**DESCRIPTION OF THE TASK**
Whenever a line in the data holds the string "Keys", pull that line out.

**Collected data**
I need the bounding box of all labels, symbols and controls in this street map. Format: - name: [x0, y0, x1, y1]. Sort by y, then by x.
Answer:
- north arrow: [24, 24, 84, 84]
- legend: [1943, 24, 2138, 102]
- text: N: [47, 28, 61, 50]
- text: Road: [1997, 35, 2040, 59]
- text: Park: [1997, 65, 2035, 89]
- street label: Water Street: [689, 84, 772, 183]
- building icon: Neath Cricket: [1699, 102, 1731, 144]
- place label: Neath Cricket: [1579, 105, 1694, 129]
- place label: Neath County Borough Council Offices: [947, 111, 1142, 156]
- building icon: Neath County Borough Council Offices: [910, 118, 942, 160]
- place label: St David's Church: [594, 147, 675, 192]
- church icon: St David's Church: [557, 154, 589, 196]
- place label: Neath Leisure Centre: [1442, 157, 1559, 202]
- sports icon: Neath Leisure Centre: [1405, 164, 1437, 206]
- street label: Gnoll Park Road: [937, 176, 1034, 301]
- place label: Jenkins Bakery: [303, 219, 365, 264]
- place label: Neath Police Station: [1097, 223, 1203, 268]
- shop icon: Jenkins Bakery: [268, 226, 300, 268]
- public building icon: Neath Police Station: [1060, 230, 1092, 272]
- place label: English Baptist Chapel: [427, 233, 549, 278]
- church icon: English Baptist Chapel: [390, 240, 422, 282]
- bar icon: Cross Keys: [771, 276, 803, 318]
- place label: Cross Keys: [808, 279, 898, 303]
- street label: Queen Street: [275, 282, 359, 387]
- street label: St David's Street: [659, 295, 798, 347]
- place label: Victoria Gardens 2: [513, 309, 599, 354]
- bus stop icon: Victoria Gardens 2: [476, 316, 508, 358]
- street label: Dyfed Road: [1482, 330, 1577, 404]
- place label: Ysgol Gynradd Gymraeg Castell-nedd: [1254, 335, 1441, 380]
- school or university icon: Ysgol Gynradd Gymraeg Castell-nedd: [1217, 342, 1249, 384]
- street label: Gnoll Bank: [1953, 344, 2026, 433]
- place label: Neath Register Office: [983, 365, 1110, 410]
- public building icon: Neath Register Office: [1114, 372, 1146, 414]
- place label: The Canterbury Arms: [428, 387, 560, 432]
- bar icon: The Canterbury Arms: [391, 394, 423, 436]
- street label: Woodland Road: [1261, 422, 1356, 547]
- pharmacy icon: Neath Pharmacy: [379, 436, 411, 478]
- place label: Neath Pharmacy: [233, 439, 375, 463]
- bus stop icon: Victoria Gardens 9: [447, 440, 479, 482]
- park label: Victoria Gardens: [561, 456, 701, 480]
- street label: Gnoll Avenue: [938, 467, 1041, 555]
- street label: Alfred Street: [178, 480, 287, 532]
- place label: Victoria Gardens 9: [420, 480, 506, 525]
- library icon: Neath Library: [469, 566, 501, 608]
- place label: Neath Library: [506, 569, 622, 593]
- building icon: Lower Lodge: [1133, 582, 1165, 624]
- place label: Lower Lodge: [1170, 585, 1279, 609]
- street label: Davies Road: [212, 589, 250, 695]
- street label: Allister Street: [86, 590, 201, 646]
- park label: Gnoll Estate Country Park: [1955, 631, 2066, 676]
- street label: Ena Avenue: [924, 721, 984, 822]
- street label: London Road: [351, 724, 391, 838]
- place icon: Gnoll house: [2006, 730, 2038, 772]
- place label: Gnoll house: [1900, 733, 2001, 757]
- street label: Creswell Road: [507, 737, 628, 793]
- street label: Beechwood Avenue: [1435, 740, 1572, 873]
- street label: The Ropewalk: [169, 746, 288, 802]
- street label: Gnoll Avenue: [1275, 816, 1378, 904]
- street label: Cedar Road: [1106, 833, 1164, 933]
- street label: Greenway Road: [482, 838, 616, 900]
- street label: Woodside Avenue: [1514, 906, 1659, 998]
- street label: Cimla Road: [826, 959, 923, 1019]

**PROBLEM SOLUTION**
- bar icon: Cross Keys: [771, 276, 803, 318]
- place label: Cross Keys: [808, 279, 898, 303]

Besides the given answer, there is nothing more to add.